[Collected data]
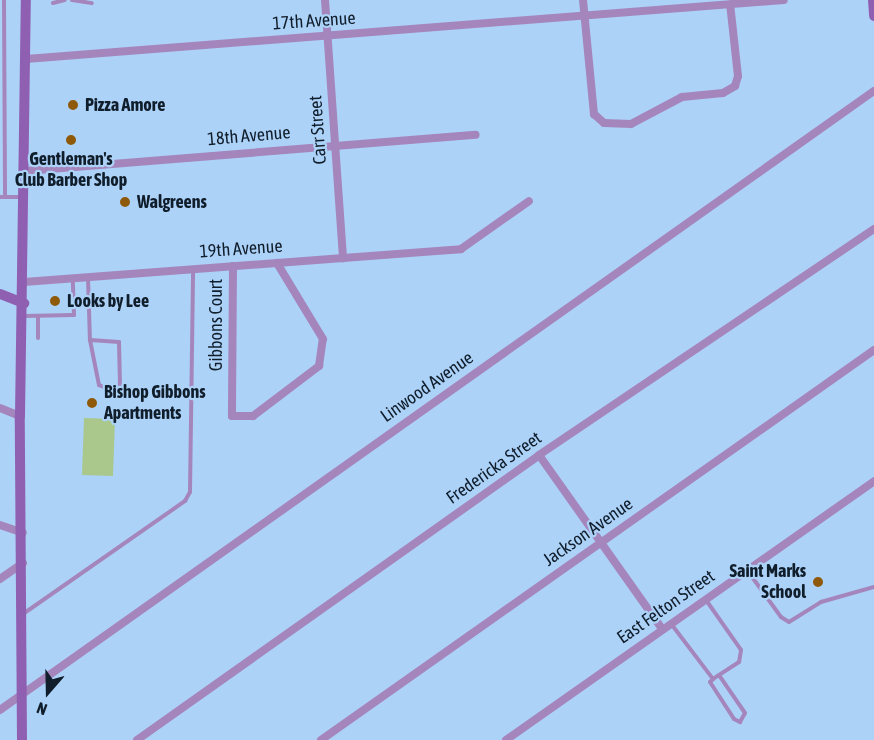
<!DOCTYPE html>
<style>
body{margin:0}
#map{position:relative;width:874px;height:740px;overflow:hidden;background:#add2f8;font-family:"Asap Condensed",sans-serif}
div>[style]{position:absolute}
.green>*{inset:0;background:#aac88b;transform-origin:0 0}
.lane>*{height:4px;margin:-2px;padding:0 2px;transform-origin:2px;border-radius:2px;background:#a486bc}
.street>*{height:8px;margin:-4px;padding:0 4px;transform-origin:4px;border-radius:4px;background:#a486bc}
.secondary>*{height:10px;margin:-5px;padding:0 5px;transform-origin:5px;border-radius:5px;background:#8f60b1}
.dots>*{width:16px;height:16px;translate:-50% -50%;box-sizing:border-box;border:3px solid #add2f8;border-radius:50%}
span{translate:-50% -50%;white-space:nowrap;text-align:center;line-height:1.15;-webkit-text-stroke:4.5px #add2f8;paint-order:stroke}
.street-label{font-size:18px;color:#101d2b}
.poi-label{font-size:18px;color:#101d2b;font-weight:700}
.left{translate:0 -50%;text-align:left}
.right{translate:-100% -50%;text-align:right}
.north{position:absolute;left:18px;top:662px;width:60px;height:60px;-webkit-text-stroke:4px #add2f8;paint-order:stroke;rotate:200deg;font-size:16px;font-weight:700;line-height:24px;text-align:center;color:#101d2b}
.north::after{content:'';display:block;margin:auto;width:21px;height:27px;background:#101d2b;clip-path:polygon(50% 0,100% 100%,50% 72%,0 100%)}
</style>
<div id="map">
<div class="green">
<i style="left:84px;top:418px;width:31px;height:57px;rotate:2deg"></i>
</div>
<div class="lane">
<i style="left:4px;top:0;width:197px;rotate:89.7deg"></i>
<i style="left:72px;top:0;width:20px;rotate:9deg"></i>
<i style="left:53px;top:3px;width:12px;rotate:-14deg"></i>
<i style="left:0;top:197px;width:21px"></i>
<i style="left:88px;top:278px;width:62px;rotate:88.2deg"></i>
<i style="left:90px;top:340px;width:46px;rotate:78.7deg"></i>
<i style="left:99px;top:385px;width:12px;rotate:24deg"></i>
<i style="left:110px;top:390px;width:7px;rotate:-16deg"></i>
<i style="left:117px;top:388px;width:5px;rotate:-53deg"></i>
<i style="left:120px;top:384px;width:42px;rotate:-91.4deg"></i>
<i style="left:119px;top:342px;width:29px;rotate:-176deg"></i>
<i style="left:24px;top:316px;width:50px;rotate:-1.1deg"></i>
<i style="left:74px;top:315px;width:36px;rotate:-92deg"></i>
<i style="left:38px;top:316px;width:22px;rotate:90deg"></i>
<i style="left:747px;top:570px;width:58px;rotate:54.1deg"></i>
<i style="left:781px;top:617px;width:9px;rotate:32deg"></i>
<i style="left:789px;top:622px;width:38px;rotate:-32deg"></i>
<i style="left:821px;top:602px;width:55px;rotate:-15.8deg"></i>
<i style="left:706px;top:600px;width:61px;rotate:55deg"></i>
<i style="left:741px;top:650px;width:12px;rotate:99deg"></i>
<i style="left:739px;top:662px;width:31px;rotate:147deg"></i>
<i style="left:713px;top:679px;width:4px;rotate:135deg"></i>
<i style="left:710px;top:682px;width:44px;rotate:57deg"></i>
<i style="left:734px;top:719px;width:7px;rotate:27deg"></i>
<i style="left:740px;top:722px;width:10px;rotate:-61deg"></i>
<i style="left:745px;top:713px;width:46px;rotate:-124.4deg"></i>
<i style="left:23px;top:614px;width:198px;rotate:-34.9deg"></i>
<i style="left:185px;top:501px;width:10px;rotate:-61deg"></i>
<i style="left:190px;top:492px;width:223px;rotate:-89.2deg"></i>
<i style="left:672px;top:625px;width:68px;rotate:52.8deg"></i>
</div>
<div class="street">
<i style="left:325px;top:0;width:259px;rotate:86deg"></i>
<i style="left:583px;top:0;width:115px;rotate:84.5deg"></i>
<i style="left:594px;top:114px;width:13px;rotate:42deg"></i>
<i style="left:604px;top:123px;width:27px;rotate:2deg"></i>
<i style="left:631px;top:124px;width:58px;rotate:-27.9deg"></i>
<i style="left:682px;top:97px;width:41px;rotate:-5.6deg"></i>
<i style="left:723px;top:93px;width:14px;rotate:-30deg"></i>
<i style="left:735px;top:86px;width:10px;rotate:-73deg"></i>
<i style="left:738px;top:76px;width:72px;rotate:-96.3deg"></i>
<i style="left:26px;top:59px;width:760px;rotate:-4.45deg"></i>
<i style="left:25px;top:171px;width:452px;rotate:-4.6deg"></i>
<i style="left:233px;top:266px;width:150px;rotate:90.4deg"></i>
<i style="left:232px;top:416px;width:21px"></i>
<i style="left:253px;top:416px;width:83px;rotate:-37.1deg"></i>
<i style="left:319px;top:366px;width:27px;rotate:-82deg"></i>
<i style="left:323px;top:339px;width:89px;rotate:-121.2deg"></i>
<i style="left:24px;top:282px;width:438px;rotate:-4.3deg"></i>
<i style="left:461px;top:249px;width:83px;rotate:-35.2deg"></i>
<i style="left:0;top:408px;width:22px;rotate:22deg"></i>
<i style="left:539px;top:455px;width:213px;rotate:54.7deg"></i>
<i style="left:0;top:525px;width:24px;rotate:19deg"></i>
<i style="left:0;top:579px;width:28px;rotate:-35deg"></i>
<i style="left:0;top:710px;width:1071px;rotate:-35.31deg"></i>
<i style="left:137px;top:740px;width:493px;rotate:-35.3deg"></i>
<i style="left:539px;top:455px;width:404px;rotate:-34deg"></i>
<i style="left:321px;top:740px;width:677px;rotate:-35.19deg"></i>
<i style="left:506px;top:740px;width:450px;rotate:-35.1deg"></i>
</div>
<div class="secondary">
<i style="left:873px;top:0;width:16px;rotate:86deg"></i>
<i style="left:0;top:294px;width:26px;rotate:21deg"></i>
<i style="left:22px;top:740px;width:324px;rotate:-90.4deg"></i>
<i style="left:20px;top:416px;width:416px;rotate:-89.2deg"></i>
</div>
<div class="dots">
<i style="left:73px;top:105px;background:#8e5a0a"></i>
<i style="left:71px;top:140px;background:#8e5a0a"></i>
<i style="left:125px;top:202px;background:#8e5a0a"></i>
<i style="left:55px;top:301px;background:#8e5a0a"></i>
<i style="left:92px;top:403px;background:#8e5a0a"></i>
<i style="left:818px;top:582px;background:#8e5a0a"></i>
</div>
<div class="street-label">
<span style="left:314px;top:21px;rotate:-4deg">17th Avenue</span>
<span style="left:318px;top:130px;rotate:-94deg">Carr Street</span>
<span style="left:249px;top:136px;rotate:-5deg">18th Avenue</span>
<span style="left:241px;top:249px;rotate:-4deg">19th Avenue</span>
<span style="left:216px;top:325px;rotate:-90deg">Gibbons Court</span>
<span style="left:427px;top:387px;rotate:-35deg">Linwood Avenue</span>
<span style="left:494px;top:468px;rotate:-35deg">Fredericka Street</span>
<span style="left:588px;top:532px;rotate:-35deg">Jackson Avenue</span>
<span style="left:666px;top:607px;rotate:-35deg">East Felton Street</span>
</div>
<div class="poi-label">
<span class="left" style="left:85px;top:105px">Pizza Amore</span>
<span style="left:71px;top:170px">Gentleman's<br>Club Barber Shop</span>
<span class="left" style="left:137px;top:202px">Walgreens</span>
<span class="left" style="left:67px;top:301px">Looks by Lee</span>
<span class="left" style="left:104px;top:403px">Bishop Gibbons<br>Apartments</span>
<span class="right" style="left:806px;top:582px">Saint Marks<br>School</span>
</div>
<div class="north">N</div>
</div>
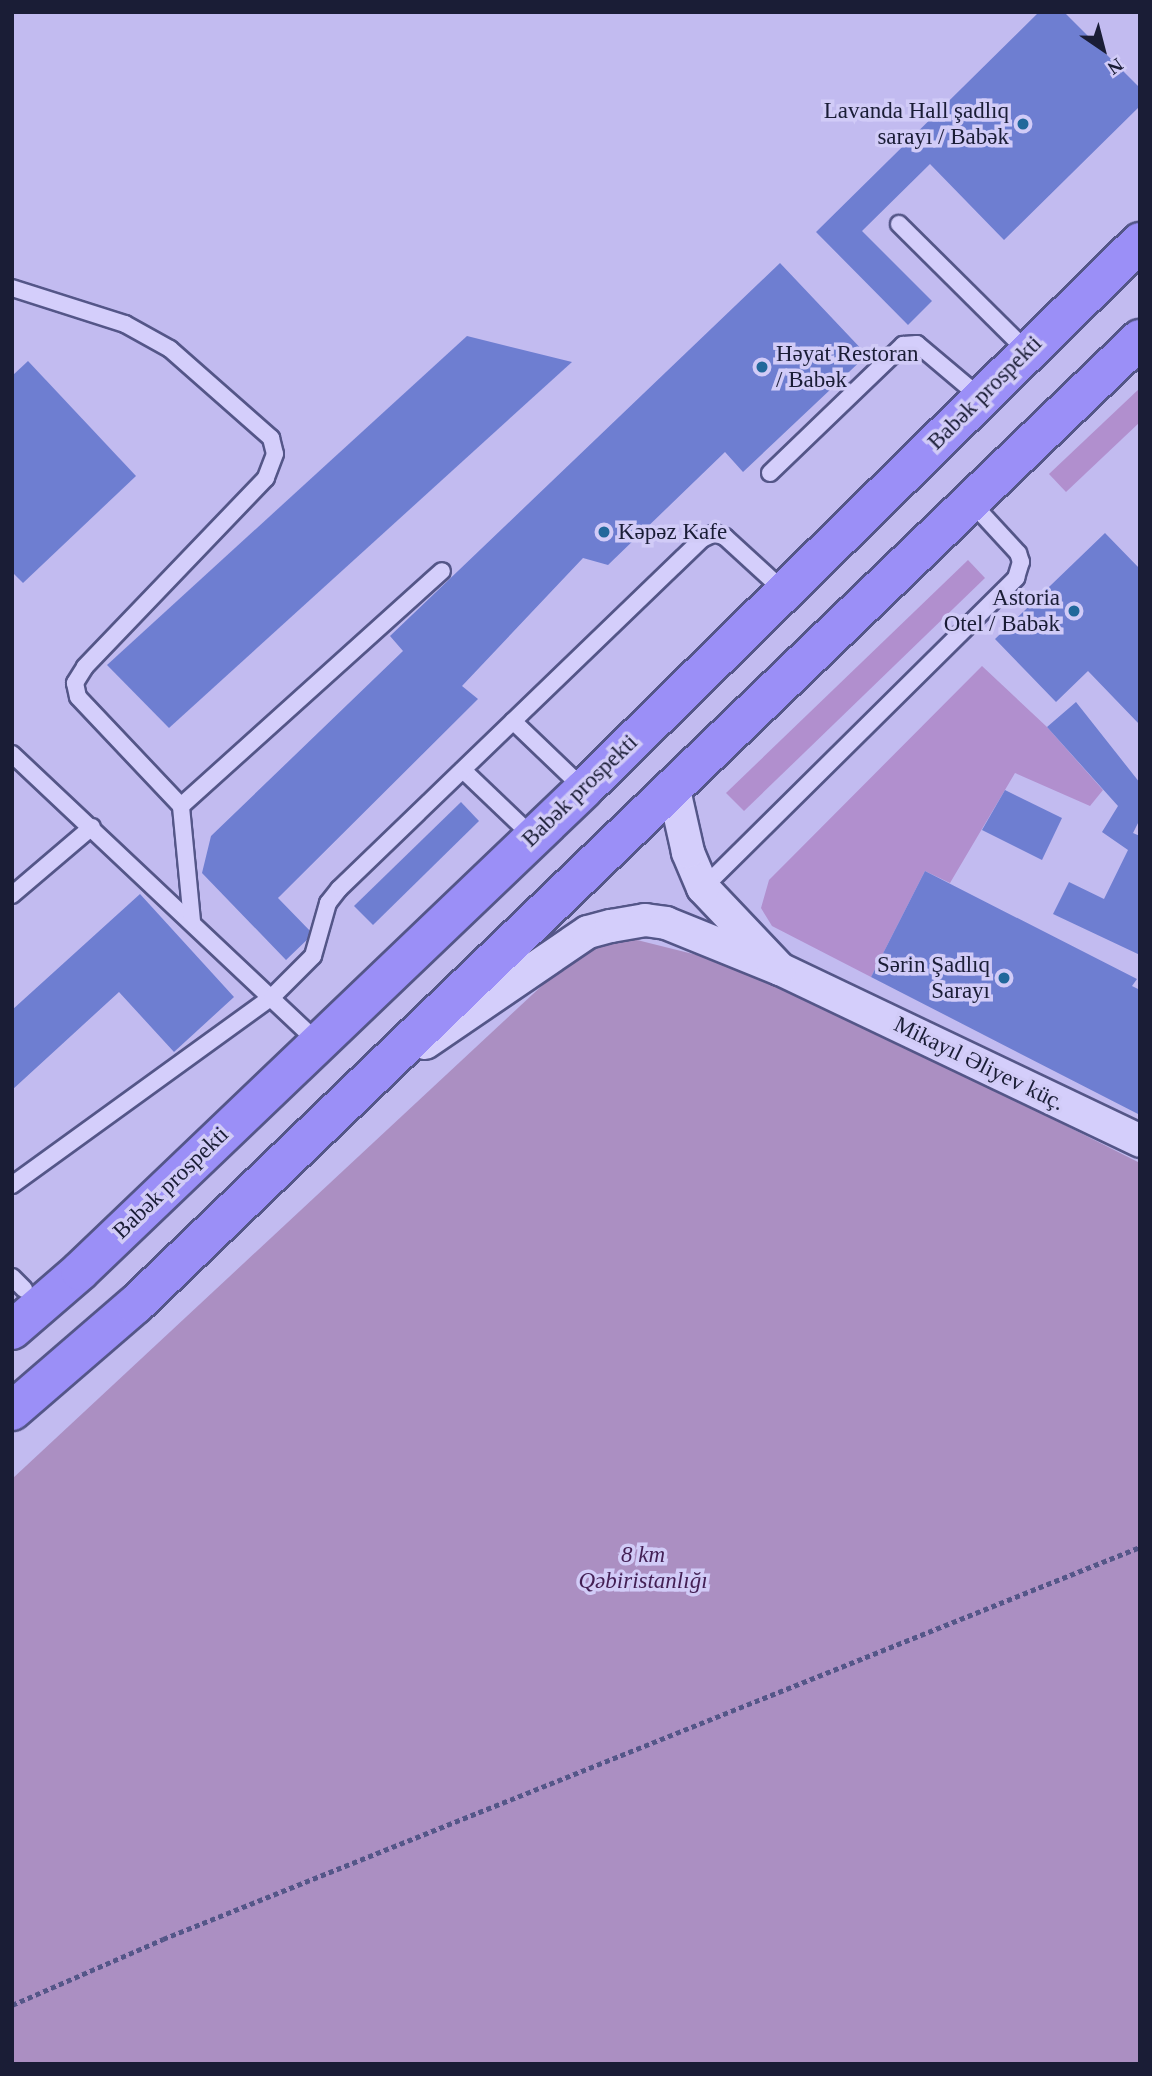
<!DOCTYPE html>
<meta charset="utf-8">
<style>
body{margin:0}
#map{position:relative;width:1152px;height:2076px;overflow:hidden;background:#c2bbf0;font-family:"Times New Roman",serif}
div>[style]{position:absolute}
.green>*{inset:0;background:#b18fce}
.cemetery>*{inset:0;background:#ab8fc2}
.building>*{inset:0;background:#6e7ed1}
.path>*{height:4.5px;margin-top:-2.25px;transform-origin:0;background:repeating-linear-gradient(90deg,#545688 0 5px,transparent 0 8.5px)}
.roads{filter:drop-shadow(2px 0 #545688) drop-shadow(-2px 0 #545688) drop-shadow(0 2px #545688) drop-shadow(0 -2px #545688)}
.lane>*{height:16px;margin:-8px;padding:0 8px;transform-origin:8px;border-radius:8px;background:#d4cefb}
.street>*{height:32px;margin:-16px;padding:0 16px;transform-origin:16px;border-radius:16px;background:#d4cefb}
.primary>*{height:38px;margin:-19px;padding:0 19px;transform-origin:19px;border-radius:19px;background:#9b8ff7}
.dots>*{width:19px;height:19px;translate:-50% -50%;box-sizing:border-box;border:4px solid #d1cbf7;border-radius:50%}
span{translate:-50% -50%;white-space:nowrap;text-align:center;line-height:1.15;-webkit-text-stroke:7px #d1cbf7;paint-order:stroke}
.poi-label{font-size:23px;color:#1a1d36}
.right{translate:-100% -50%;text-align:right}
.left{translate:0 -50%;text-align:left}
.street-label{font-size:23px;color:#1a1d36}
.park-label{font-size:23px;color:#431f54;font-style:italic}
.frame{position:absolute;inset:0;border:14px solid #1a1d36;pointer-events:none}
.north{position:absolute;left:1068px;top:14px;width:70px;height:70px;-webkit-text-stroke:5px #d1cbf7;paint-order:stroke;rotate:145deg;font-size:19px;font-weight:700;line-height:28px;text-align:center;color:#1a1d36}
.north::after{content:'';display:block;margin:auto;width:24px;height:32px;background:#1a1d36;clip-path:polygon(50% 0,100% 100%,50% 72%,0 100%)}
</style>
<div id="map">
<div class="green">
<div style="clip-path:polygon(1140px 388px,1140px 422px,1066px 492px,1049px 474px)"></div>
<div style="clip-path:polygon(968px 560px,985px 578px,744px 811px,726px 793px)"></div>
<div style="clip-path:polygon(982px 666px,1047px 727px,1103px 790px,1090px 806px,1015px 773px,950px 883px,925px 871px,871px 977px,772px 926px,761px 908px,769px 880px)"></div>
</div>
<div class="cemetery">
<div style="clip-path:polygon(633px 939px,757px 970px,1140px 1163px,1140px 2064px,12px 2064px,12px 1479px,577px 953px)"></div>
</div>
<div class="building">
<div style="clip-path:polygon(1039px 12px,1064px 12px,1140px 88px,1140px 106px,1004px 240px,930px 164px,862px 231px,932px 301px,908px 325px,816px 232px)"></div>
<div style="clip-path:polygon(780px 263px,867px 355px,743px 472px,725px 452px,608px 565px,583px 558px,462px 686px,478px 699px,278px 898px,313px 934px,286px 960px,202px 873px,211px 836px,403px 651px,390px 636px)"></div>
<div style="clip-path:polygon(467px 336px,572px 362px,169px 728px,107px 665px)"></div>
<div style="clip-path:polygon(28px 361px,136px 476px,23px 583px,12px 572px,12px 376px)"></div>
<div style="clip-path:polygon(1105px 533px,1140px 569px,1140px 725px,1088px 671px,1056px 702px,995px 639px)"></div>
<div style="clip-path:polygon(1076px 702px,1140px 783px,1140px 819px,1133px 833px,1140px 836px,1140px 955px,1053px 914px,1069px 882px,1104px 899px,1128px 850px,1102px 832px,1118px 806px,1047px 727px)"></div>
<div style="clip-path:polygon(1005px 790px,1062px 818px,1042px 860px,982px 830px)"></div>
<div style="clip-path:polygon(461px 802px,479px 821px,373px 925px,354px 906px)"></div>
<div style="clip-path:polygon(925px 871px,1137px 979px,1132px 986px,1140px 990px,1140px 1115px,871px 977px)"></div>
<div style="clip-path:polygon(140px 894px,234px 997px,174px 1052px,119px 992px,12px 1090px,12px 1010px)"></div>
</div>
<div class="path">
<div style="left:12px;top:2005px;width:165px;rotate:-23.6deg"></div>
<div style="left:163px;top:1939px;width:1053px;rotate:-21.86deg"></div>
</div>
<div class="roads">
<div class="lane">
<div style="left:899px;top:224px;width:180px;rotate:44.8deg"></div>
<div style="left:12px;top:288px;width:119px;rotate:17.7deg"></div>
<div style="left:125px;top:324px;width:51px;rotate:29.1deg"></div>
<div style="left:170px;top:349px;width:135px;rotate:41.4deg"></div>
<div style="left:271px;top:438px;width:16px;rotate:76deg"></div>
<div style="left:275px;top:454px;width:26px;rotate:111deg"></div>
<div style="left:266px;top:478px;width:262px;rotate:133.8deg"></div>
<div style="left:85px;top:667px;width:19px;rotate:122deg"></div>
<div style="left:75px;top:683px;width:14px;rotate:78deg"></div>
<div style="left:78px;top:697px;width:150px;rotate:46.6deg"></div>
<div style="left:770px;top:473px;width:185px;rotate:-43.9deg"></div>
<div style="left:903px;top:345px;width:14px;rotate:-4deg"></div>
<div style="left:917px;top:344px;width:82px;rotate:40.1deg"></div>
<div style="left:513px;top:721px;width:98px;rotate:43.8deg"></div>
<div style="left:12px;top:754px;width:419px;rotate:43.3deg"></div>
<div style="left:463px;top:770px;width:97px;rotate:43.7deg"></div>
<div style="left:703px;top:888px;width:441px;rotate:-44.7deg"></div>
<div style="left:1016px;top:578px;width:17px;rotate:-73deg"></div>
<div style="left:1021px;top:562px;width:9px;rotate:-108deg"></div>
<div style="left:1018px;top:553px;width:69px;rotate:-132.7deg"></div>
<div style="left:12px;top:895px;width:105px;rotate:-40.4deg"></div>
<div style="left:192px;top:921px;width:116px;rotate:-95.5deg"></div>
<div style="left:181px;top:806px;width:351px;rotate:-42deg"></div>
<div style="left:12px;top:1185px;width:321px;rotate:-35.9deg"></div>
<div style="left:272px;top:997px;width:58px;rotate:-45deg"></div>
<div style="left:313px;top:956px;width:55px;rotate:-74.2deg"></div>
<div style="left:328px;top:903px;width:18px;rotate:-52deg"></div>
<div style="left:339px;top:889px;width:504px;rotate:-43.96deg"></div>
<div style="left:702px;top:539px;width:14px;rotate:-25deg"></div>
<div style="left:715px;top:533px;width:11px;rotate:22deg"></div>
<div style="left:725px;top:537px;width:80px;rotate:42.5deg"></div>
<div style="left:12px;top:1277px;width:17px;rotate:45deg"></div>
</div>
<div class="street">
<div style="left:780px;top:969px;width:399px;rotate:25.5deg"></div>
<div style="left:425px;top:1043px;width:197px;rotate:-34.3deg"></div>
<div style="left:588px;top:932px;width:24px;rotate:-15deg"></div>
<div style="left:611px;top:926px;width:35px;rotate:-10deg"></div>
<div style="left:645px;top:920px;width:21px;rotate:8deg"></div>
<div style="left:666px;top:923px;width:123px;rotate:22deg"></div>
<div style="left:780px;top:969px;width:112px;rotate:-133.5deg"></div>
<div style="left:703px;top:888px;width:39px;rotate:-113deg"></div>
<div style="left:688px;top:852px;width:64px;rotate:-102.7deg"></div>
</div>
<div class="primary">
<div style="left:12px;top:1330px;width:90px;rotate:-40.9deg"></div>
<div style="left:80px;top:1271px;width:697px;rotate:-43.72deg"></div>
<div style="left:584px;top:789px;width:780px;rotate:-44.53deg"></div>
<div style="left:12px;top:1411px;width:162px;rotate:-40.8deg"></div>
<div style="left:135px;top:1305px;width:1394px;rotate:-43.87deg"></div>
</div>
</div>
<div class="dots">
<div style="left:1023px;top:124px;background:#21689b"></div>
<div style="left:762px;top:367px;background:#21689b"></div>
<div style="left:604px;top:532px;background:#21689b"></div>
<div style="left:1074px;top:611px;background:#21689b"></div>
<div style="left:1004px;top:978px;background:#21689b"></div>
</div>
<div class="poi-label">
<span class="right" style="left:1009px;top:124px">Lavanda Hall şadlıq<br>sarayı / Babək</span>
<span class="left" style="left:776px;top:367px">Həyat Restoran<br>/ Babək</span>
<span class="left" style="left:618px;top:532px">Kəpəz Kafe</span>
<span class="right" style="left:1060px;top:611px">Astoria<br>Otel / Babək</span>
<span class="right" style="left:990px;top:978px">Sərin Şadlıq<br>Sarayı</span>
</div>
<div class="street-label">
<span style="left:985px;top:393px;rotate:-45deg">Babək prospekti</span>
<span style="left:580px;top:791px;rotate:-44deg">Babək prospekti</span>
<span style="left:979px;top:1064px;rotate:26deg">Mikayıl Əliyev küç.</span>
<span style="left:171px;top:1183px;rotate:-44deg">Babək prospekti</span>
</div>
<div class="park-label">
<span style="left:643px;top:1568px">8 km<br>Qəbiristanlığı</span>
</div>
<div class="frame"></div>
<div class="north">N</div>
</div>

● **Task description**: Go through the lines above and count those with the string "relative". Reply with the count and nothing more.

● **Task answer**: 2